The Crusades: The Authoritative History of the War for the Holy Land
By Thomas Asbridge
Published in March 2011
Thibault’s Score: 4/5
This “authoritative history” of the crusades is a fairly extensive historical account of all nine Middle Eastern crusades.
I recommend this book, but only to people already interested in the history of the period. The numerous names, events, and details sometimes make it difficult to keep track of who is doing what. That, however, might be something to be expected considering the length and broad scope of the book.
There are many interesting details that really surprised me. For example, I already had a vague notion that the crusaders came as disorganized bands of soldiers from a wide variety of factions. I hadn’t realized the extent to which the crusaders operated in the vacuum of a traditional state or government as we understand it today. Constant internal conflicts, rogue mercenaries, and factionalism plagued the crusaders. During sieges, the army was so insubordinate that besieging generals routinely crated incentive systems for soldiers.

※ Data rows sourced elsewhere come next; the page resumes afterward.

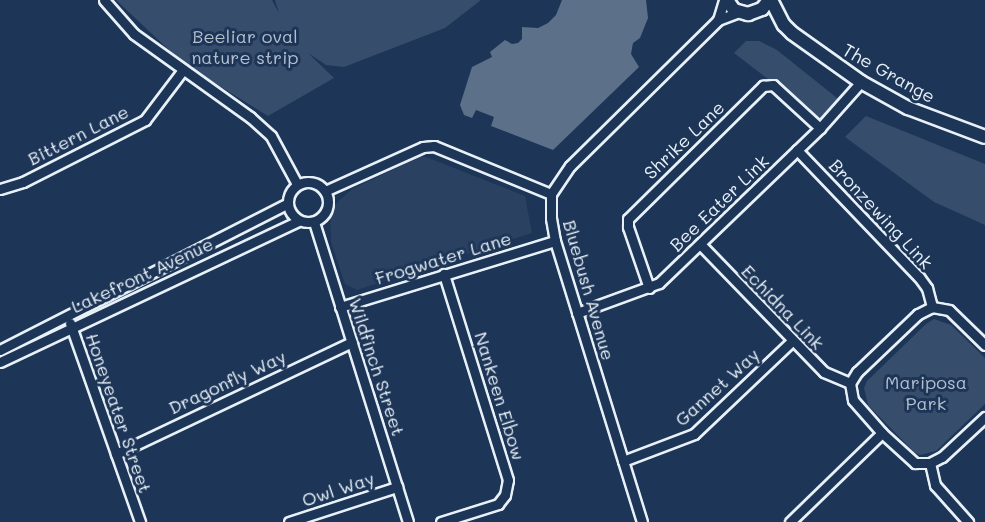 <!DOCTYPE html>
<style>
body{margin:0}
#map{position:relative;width:985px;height:522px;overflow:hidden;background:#1d3557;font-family:Mali,sans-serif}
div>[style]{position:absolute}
.built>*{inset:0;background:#2a4162}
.green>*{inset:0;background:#374d6c}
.water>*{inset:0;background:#5d7089}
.roads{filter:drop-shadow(2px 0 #e8f1f8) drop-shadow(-2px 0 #e8f1f8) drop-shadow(0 2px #e8f1f8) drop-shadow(0 -2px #e8f1f8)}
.minor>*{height:9px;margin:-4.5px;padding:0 4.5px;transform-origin:4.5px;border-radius:4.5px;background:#1d3557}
.minor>.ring{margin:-4.5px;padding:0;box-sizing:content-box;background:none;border:9px solid #1d3557;border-radius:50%}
.tertiary>*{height:12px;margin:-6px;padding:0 6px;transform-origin:6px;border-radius:6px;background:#1d3557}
span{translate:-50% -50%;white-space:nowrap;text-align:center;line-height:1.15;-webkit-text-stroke:6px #1d3557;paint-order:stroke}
.park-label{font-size:18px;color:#b3c0ce}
.street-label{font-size:18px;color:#e8f1f8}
</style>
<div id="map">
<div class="built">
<i style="clip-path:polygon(420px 157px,426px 157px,525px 196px,532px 233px,357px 290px,345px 284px,331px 242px,330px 209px,352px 189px)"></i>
</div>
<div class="green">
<i style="clip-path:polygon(116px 0,272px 0,279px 13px,275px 0,481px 0,445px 28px,344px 67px,326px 65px,308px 53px,334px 78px,268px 116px,184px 64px)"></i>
<i style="clip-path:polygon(746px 41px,759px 41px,777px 50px,842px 102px,827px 119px,819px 118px,734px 53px)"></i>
<i style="clip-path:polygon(866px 116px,985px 164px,985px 225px,934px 202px,845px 137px)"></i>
<i style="clip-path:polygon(934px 319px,951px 325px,985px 358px,985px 404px,936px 451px,920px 455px,914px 452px,868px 405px,864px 388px,867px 381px,926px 324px)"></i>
</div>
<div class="water">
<i style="clip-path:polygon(562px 0,646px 0,648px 18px,640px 38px,633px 43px,631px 54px,639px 67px,553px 150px,491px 126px,494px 117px,476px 110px,472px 118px,464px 115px,460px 105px,472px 67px,492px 57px,490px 52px,505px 40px,512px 44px,518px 43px,522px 39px,522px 27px,538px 28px,548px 23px,556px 15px)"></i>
</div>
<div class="roads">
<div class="minor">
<i style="left:104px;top:0;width:45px;rotate:48.6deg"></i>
<i style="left:134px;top:34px;width:143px;rotate:35.6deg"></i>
<i style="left:250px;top:117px;width:28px;rotate:42deg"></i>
<i style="left:271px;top:136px;width:55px;rotate:61.6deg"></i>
<i style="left:718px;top:20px;width:22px;rotate:-21deg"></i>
<i style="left:797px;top:150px;width:176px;rotate:46.2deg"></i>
<i style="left:919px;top:277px;width:14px;rotate:54deg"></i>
<i style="left:927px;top:288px;width:20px;rotate:75deg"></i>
<i class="ring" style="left:288px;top:182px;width:31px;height:31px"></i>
<i style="left:0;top:189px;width:24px;rotate:-17deg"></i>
<i style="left:23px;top:182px;width:137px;rotate:-26.9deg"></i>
<i style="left:145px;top:120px;width:63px;rotate:-52.8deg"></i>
<i style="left:325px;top:191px;width:107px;rotate:-24.2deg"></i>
<i style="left:423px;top:147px;width:11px;rotate:-5deg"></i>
<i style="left:434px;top:146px;width:126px;rotate:22.3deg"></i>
<i style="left:314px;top:222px;width:314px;rotate:72.6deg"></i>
<i style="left:700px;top:244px;width:178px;rotate:45.9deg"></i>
<i style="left:824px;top:372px;width:28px;rotate:23deg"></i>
<i style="left:649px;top:288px;width:65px;rotate:-109deg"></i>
<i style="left:628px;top:227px;width:8px;rotate:-90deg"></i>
<i style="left:628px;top:219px;width:190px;rotate:-44.6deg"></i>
<i style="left:763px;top:86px;width:10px;rotate:-6deg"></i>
<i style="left:773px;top:85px;width:64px;rotate:42.5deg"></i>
<i style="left:340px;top:307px;width:225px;rotate:-17.1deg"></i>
<i style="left:577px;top:313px;width:87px;rotate:-20.1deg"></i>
<i style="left:659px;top:283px;width:223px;rotate:-43.9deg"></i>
<i style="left:820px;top:128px;width:62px;rotate:-48.3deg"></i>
<i style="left:70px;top:323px;width:211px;rotate:70.6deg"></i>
<i style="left:985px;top:345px;width:50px;rotate:-135.8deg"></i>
<i style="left:949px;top:310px;width:17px;rotate:-170deg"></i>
<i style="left:932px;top:307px;width:16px;rotate:153deg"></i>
<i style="left:918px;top:314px;width:84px;rotate:136.4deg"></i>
<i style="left:857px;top:372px;width:13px;rotate:122deg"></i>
<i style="left:850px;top:383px;width:17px;rotate:80deg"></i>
<i style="left:853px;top:400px;width:44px;rotate:48.7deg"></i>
<i style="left:882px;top:433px;width:45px;rotate:42.3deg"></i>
<i style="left:915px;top:463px;width:15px"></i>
<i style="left:930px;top:463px;width:13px;rotate:-27deg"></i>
<i style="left:942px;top:457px;width:59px;rotate:-42.9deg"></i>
<i style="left:0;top:350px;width:322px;rotate:-27deg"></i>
<i style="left:0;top:362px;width:330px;rotate:-25.3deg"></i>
<i style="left:116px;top:454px;width:261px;rotate:-25.4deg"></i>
<i style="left:623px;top:461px;width:76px;rotate:-20.8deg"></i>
<i style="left:694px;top:434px;width:135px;rotate:-43.5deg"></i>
<i style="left:930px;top:463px;width:23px;rotate:77deg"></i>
<i style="left:935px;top:485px;width:50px;rotate:48.3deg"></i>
<i style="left:289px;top:522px;width:114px;rotate:-18deg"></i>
<i style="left:441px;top:522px;width:60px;rotate:-17.5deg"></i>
<i style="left:498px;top:504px;width:11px;rotate:-52deg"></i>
<i style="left:505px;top:495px;width:15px;rotate:-79deg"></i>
<i style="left:508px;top:480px;width:216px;rotate:-107.3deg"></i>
<i style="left:642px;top:522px;width:294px;rotate:-107.2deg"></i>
<i style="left:555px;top:241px;width:23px;rotate:-100deg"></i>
<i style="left:551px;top:218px;width:24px;rotate:-90deg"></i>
<i style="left:551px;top:194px;width:34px;rotate:-56deg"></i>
<i style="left:570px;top:166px;width:208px;rotate:-44.6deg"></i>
<i style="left:718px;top:20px;width:21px;rotate:-73deg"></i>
<i style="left:790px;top:522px;width:128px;rotate:-44.1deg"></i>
</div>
<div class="tertiary">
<i style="left:727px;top:0;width:12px;rotate:55deg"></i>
<i style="left:734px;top:10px;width:15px;rotate:16deg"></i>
<i style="left:748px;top:14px;width:15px;rotate:-20deg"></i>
<i style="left:762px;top:9px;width:11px;rotate:-52deg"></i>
<i style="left:771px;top:0;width:28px;rotate:63deg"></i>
<i style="left:784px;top:25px;width:11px;rotate:45deg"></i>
<i style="left:792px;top:33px;width:85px;rotate:35.4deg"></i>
<i style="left:861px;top:82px;width:54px;rotate:29deg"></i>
<i style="left:908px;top:108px;width:82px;rotate:20.6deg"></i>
</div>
</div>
<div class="park-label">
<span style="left:245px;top:47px">Beeliar oval<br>nature strip</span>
<span style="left:926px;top:393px">Mariposa<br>Park</span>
</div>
<div class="street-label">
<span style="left:889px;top:73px;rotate:29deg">The Grange</span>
<span style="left:78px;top:135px;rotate:-27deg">Bittern Lane</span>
<span style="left:684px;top:140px;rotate:-44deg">Shrike Lane</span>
<span style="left:719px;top:203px;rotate:-44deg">Bee Eater Link</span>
<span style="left:881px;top:214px;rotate:47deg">Bronzewing Link</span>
<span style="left:443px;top:258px;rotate:-17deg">Frogwater Lane</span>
<span style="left:142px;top:275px;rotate:-25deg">Lakefront Avenue</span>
<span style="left:589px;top:290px;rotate:74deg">Bluebush Avenue</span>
<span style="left:783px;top:307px;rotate:46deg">Echidna Link</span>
<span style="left:377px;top:367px;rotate:72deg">Wildfinch Street</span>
<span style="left:227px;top:382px;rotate:-25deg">Dragonfly Way</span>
<span style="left:717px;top:387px;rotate:-42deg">Gannet Way</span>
<span style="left:500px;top:396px;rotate:73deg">Nankeen Elbow</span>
<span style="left:119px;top:413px;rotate:71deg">Honeyeater Street</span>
<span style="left:338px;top:489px;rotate:-18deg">Owl Way</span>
</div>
</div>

In one siege, the besieging general paid soldiers 1 coin per stone from the wall they brought back.
Asbridge also downplays the role of religious fervor, instead highlighting the wide variety of secular interests motivating both sides. His view contrasts that expressed by Jay Rubenstein in “The Armies of Heaven.”
There is a lot of information and mythology about the first, third, and fourth crusades. It is the many other crusades that are less well known. By far, the best thing that this book does, is talk about the other crusades. I had never heard about Louis the 9th’s heroic battles in Egypt, or the cunning Mamluk Bahris.
I recommend this book highly to amateur historians, but do not necessarily recommend it as an introduction to the crusades.